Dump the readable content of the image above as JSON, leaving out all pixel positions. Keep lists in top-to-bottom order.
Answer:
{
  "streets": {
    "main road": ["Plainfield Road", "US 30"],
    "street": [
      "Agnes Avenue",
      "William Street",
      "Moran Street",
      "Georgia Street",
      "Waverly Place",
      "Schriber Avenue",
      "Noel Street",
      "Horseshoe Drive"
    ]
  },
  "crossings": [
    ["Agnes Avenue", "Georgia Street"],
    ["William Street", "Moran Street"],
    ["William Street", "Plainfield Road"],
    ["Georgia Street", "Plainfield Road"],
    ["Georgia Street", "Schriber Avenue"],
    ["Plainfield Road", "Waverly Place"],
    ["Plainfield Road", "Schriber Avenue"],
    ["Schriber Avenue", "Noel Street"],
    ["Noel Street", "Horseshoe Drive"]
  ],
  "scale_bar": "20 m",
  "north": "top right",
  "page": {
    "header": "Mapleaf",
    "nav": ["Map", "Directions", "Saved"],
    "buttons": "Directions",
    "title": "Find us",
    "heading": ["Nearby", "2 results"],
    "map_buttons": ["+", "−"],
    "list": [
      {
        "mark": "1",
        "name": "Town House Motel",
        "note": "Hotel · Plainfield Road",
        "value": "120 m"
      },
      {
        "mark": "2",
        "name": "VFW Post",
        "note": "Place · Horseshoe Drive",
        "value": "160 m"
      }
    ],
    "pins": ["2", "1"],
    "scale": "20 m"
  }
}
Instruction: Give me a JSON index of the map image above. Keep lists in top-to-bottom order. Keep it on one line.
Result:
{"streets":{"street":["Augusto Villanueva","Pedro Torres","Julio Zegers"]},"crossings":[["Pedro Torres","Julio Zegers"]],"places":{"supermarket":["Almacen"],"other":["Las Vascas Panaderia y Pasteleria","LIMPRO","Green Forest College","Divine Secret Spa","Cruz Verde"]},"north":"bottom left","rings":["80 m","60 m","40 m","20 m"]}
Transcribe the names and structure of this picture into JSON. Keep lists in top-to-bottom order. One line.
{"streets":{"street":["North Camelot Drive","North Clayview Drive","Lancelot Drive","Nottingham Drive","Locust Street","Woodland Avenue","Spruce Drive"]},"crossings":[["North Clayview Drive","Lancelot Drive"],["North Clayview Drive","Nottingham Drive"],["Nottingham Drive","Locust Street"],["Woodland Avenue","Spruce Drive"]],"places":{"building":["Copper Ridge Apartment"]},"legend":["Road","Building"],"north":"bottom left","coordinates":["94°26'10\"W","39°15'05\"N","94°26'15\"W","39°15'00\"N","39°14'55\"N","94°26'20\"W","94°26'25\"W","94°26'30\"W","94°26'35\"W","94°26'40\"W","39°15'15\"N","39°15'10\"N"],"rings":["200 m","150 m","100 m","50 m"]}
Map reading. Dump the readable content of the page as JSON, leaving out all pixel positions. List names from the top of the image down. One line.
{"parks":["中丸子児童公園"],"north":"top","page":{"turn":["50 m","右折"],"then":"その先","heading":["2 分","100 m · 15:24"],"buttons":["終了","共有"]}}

===============

--- EXERCISE DESCRIPTION ---
Write out the full listing exactly as given.

--- RESULT OF THE TASK ---
Dump the readable content of the image above as JSON, leaving out all pixel positions. Keep lists in top-to-bottom order.
Answer:
{
  "streets": {
    "main road": ["Plainfield Road", "US 30"],
    "street": [
      "Agnes Avenue",
      "William Street",
      "Moran Street",
      "Georgia Street",
      "Waverly Place",
      "Schriber Avenue",
      "Noel Street",
      "Horseshoe Drive"
    ]
  },
  "crossings": [
    ["Agnes Avenue", "Georgia Street"],
    ["William Street", "Moran Street"],
    ["William Street", "Plainfield Road"],
    ["Georgia Street", "Plainfield Road"],
    ["Georgia Street", "Schriber Avenue"],
    ["Plainfield Road", "Waverly Place"],
    ["Plainfield Road", "Schriber Avenue"],
    ["Schriber Avenue", "Noel Street"],
    ["Noel Street", "Horseshoe Drive"]
  ],
  "scale_bar": "20 m",
  "north": "top right",
  "page": {
    "header": "Mapleaf",
    "nav": ["Map", "Directions", "Saved"],
    "buttons": "Directions",
    "title": "Find us",
    "heading": ["Nearby", "2 results"],
    "map_buttons": ["+", "−"],
    "list": [
      {
        "mark": "1",
        "name": "Town House Motel",
        "note": "Hotel · Plainfield Road",
        "value": "120 m"
      },
      {
        "mark": "2",
        "name": "VFW Post",
        "note": "Place · Horseshoe Drive",
        "value": "160 m"
      }
    ],
    "pins": ["2", "1"],
    "scale": "20 m"
  }
}
Instruction: Give me a JSON index of the map image above. Keep lists in top-to-bottom order. Keep it on one line.
Result:
{"streets":{"street":["Augusto Villanueva","Pedro Torres","Julio Zegers"]},"crossings":[["Pedro Torres","Julio Zegers"]],"places":{"supermarket":["Almacen"],"other":["Las Vascas Panaderia y Pasteleria","LIMPRO","Green Forest College","Divine Secret Spa","Cruz Verde"]},"north":"bottom left","rings":["80 m","60 m","40 m","20 m"]}
Transcribe the names and structure of this picture into JSON. Keep lists in top-to-bottom order. One line.
{"streets":{"street":["North Camelot Drive","North Clayview Drive","Lancelot Drive","Nottingham Drive","Locust Street","Woodland Avenue","Spruce Drive"]},"crossings":[["North Clayview Drive","Lancelot Drive"],["North Clayview Drive","Nottingham Drive"],["Nottingham Drive","Locust Street"],["Woodland Avenue","Spruce Drive"]],"places":{"building":["Copper Ridge Apartment"]},"legend":["Road","Building"],"north":"bottom left","coordinates":["94°26'10\"W","39°15'05\"N","94°26'15\"W","39°15'00\"N","39°14'55\"N","94°26'20\"W","94°26'25\"W","94°26'30\"W","94°26'35\"W","94°26'40\"W","39°15'15\"N","39°15'10\"N"],"rings":["200 m","150 m","100 m","50 m"]}
Map reading. Dump the readable content of the page as JSON, leaving out all pixel positions. List names from the top of the image down. One line.
{"parks":["中丸子児童公園"],"north":"top","page":{"turn":["50 m","右折"],"then":"その先","heading":["2 分","100 m · 15:24"],"buttons":["終了","共有"]}}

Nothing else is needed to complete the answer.